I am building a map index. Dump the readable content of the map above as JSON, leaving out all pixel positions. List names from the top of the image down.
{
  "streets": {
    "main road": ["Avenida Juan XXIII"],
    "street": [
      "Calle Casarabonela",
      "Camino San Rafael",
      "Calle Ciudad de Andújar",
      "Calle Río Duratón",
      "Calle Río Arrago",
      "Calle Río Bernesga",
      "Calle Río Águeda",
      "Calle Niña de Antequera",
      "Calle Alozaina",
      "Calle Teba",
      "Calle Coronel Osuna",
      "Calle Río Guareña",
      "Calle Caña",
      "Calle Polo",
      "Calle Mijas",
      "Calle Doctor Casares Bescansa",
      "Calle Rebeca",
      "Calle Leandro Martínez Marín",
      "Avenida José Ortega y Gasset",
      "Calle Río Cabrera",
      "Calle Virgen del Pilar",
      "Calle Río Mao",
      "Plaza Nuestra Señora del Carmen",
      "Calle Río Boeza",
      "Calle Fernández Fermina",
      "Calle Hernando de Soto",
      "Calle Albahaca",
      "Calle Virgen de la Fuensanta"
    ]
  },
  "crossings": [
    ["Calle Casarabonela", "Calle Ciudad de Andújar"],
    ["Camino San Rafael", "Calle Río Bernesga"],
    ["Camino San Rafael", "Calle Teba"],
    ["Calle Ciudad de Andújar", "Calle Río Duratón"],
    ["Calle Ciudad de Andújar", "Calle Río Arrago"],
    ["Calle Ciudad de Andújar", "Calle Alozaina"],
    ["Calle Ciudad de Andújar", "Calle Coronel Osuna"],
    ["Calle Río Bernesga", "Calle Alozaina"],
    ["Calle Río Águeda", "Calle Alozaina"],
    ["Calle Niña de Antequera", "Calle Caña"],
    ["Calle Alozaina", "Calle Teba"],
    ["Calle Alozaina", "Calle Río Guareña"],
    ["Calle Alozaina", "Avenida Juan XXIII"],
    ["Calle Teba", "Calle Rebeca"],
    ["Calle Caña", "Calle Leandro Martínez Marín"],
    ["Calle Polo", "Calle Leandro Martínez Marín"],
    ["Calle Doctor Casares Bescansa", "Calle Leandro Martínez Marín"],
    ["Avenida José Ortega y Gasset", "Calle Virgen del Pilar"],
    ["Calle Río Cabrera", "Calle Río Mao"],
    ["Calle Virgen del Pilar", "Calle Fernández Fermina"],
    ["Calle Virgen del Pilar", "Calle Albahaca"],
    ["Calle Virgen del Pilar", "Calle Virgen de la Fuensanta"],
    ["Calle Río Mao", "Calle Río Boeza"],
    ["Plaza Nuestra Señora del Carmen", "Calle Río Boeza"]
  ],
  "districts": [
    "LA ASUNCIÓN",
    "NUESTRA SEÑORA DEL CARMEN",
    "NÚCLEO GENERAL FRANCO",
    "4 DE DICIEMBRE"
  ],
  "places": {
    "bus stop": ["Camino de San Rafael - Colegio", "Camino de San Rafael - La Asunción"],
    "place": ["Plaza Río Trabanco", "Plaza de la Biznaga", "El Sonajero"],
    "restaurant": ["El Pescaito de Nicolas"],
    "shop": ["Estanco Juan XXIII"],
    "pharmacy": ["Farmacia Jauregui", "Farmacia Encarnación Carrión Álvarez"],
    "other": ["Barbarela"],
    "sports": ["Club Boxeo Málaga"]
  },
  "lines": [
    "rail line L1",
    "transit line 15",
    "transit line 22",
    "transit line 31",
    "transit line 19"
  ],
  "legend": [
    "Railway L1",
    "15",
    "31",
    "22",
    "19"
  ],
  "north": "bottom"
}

**Problem:** Repeat the data exactly, with every line included.

**Written solution:**
I am building a map index. Dump the readable content of the map above as JSON, leaving out all pixel positions. List names from the top of the image down.
{
  "streets": {
    "main road": ["Avenida Juan XXIII"],
    "street": [
      "Calle Casarabonela",
      "Camino San Rafael",
      "Calle Ciudad de Andújar",
      "Calle Río Duratón",
      "Calle Río Arrago",
      "Calle Río Bernesga",
      "Calle Río Águeda",
      "Calle Niña de Antequera",
      "Calle Alozaina",
      "Calle Teba",
      "Calle Coronel Osuna",
      "Calle Río Guareña",
      "Calle Caña",
      "Calle Polo",
      "Calle Mijas",
      "Calle Doctor Casares Bescansa",
      "Calle Rebeca",
      "Calle Leandro Martínez Marín",
      "Avenida José Ortega y Gasset",
      "Calle Río Cabrera",
      "Calle Virgen del Pilar",
      "Calle Río Mao",
      "Plaza Nuestra Señora del Carmen",
      "Calle Río Boeza",
      "Calle Fernández Fermina",
      "Calle Hernando de Soto",
      "Calle Albahaca",
      "Calle Virgen de la Fuensanta"
    ]
  },
  "crossings": [
    ["Calle Casarabonela", "Calle Ciudad de Andújar"],
    ["Camino San Rafael", "Calle Río Bernesga"],
    ["Camino San Rafael", "Calle Teba"],
    ["Calle Ciudad de Andújar", "Calle Río Duratón"],
    ["Calle Ciudad de Andújar", "Calle Río Arrago"],
    ["Calle Ciudad de Andújar", "Calle Alozaina"],
    ["Calle Ciudad de Andújar", "Calle Coronel Osuna"],
    ["Calle Río Bernesga", "Calle Alozaina"],
    ["Calle Río Águeda", "Calle Alozaina"],
    ["Calle Niña de Antequera", "Calle Caña"],
    ["Calle Alozaina", "Calle Teba"],
    ["Calle Alozaina", "Calle Río Guareña"],
    ["Calle Alozaina", "Avenida Juan XXIII"],
    ["Calle Teba", "Calle Rebeca"],
    ["Calle Caña", "Calle Leandro Martínez Marín"],
    ["Calle Polo", "Calle Leandro Martínez Marín"],
    ["Calle Doctor Casares Bescansa", "Calle Leandro Martínez Marín"],
    ["Avenida José Ortega y Gasset", "Calle Virgen del Pilar"],
    ["Calle Río Cabrera", "Calle Río Mao"],
    ["Calle Virgen del Pilar", "Calle Fernández Fermina"],
    ["Calle Virgen del Pilar", "Calle Albahaca"],
    ["Calle Virgen del Pilar", "Calle Virgen de la Fuensanta"],
    ["Calle Río Mao", "Calle Río Boeza"],
    ["Plaza Nuestra Señora del Carmen", "Calle Río Boeza"]
  ],
  "districts": [
    "LA ASUNCIÓN",
    "NUESTRA SEÑORA DEL CARMEN",
    "NÚCLEO GENERAL FRANCO",
    "4 DE DICIEMBRE"
  ],
  "places": {
    "bus stop": ["Camino de San Rafael - Colegio", "Camino de San Rafael - La Asunción"],
    "place": ["Plaza Río Trabanco", "Plaza de la Biznaga", "El Sonajero"],
    "restaurant": ["El Pescaito de Nicolas"],
    "shop": ["Estanco Juan XXIII"],
    "pharmacy": ["Farmacia Jauregui", "Farmacia Encarnación Carrión Álvarez"],
    "other": ["Barbarela"],
    "sports": ["Club Boxeo Málaga"]
  },
  "lines": [
    "rail line L1",
    "transit line 15",
    "transit line 22",
    "transit line 31",
    "transit line 19"
  ],
  "legend": [
    "Railway L1",
    "15",
    "31",
    "22",
    "19"
  ],
  "north": "bottom"
}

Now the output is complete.